2011 annular solar eclipse. (Photo: NASA)

We've all heard of a solar eclipse, but do you know what an annular solar eclipse is? If not, now is the time to learn, as this rare treat will grace the skies this weekend. It is visible across the Eastern Hemisphere, where stargazers along its path will be able to enjoy this “ring of fire.”

The 2020 annular eclipse will begin on June 21 at 4:47 UTC and peak about two hours later at 6:40 UTC. The entire event will wrap up in a little less than four hours at 8:32 UTC. During this time, those living along its path will see the Moon move directly in front of the Sun. However, as opposed to a total eclipse, the Moon isn't large enough to cover everything. This leads to a “ring of fire” around the edges as the Sun blazes through along the edges.

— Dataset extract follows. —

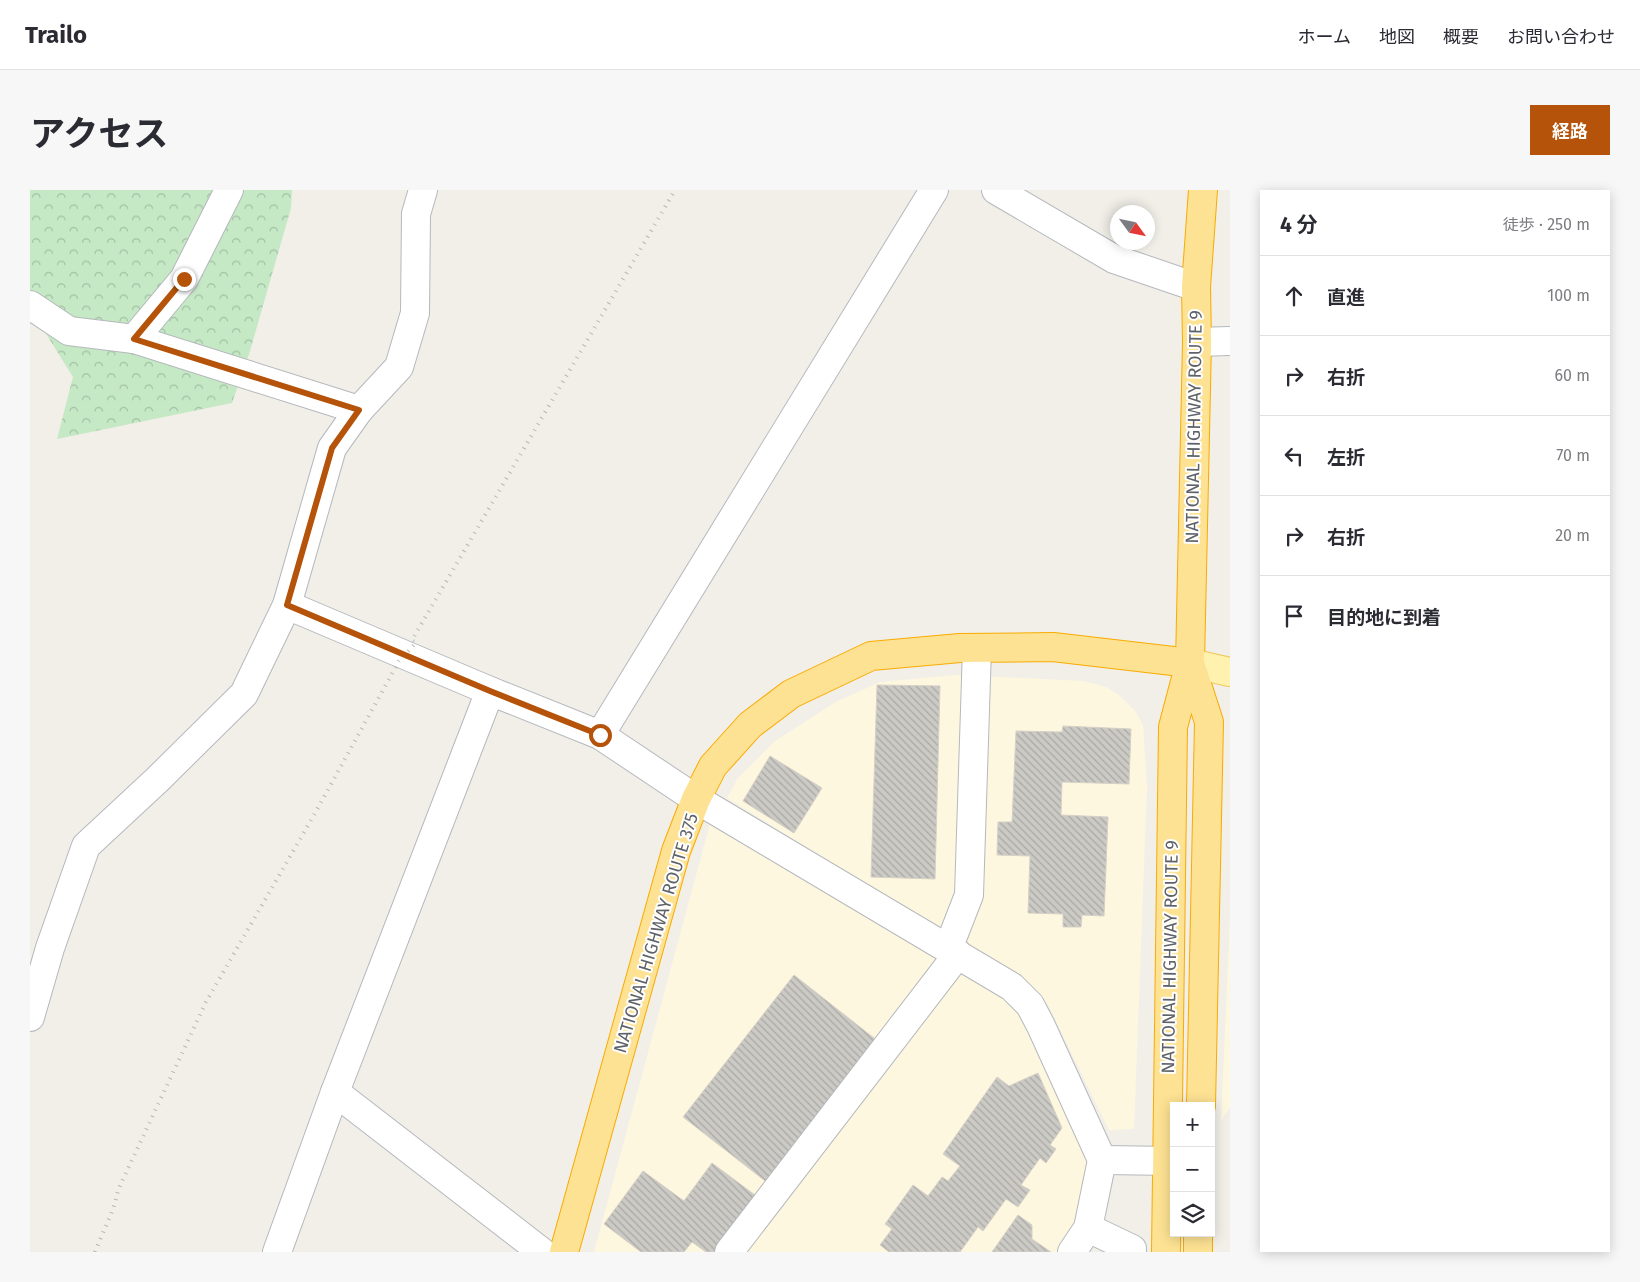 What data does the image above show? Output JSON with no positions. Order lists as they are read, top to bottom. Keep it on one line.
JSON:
{"streets":{"highway":["NATIONAL HIGHWAY ROUTE 9","NATIONAL HIGHWAY ROUTE 375"]},"crossings":[["NATIONAL HIGHWAY ROUTE 9","NATIONAL HIGHWAY ROUTE 375"]],"north":"bottom right","page":{"header":"Trailo","nav":["ホーム","地図","概要","お問い合わせ"],"title":"アクセス","buttons":"経路","heading":["4 分","徒歩 · 250 m"],"list":[["直進","100 m"],["右折","60 m"],["左折","70 m"],["右折","20 m"],"目的地に到着"],"map_buttons":["+","−"]}}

This type of solar eclipse occurs when the Moon is as far as it can get in its orbit from the Earth. This causes it to appear smaller relative to the Sun and leaves the edges of the Sun slightly uncovered. The last annular solar eclipse happened in December 2019, which was visible across the Middle East and Southeast Asia.

Annular Solar Eclipse 2019

December 19 annular solar eclipse as viewed from Doha, Qatar. (Photo: Stock Photos from Furcoi Sorin/Shutterstock)

This time around, viewers in central Africa, the Southern Arabian Peninsula, Pakistan, Northern India, and Southern China will get the best view of the annular solar eclipse. Those living in Southern and Eastern Europe, Asia, Africa, and Northern Australia will still be able to enjoy the partial eclipse.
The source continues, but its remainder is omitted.